Planning your visit to Minuteman Missile National Historic Site
|Location:||24545 CottonWood Rd, Philip, SD|
|Tel:||T: (605) 433-5552|
|Hours:||Check the website for current hours|
|Fees:||Delta-01 Tour Fee|
$12.00 – Adult age 17 & over
$8.00 – Youth ages 6-16
Best time to visit Minuteman Missile National Historic Site
Other places close by worth visiting
1. CUSTER STATE PARK
Custer State Park is famous for its bison herds, other wildlife, scenic drives, historic sites, visitor centres, fishing lakes, resorts, campgrounds and interpretive programs. In fact, it was named as one of the World’s Top Ten Wildlife Destinations for the array of wildlife within the park’s borders and for the unbelievable access visitors have to them.
2. MOUNT RUSHMORE
Mount Rushmore is a relatively recent creation and started as a concept by state historian Doane Robinson in 1923. The choice of artist was Gutzon Borglum, a radical sculptor with a sense of scale and outlandish ambition.
3. THE MAMMOTH SITE
The Mammoth Site in Hot Springs, SD is a truly incredible place to visit. We call in every time we are in the area as it is always changing.

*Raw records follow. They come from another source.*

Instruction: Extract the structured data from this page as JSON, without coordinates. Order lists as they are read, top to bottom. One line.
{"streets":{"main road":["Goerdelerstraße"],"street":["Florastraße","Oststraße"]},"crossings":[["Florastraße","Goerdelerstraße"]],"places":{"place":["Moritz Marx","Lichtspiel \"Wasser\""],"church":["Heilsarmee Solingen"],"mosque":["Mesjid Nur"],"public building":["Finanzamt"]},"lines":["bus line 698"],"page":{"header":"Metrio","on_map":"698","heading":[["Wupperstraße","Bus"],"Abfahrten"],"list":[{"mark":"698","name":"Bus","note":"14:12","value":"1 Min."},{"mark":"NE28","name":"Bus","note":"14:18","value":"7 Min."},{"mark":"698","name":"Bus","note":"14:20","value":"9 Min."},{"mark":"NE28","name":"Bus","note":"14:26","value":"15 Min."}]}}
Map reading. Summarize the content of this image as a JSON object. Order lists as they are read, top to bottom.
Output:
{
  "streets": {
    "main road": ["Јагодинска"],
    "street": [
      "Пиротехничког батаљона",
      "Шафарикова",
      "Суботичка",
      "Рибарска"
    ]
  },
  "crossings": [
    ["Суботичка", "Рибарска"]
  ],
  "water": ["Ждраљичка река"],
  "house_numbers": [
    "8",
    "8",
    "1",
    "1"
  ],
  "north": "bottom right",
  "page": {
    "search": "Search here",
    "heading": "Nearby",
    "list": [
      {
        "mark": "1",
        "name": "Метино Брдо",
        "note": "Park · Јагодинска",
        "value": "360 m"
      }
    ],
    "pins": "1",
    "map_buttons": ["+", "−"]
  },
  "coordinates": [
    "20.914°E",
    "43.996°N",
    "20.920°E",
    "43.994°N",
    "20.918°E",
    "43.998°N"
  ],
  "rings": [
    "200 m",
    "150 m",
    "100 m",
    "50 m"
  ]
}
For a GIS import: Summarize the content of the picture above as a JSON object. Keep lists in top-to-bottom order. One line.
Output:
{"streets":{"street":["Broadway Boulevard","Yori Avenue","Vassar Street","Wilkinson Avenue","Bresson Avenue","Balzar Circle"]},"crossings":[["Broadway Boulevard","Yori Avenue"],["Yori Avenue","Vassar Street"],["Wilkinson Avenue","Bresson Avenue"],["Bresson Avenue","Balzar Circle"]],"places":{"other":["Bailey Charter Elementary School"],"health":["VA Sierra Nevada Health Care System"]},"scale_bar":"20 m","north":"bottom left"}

Accidently, discovered during a construction project, The dig site is uncommon as the mammoth bones that the excavation has exposed have been left in situ and can be viewed by visitors from raised walkways. It is a most unusual exhibit.
4. CRAZY HORSE MEMORIAL
Brule Lakota Henry Standing Bear was born near Pierre, South Dakota, along the Missouri River around 1874. In 1933 he heard that there were plans to build a monument to his cousin Crazy Horse at Fort Robinson where he had met his end. Standing Bear and the Lakota Sioux were determined that any such monument should be built in the Black Hill mountains of South Dakota which had a spiritual significance to his Nation.
The monument is being carved out of Thunderhead Mountain, on land considered sacred by some Oglala Lakota, roughly 17 miles (27 km) from Mount Rushmore. When, and if, it gets finished it will dwarf Mount Rushmore.
5. SOUTH DAKOTA AIR & SPACE MUSEUM
I still get excited when I get the chance to visit a new museum dedicated to air and space, so when I discovered on our journey through South Dakota the South Dakota Air & Space Museum at Ellsworth Airforce Base I jumped at the chance to visit. Like many such aerospace museums, there was plenty of interesting aircraft on display. There are over 30 vintage military aircraft ranging from World War II bombers to the modern-day B-1.
6. BADLANDS NATIONAL PARK
The Lakota gave this land its name, “Mako Sica,” meaning “land bad.” Extreme temperatures, lack of water, and the exposed rugged terrain led to this name. In the early 1900s, French-Canadian fur trappers called it “les mauvais terres pour traverse,” or “bad lands to travel through.”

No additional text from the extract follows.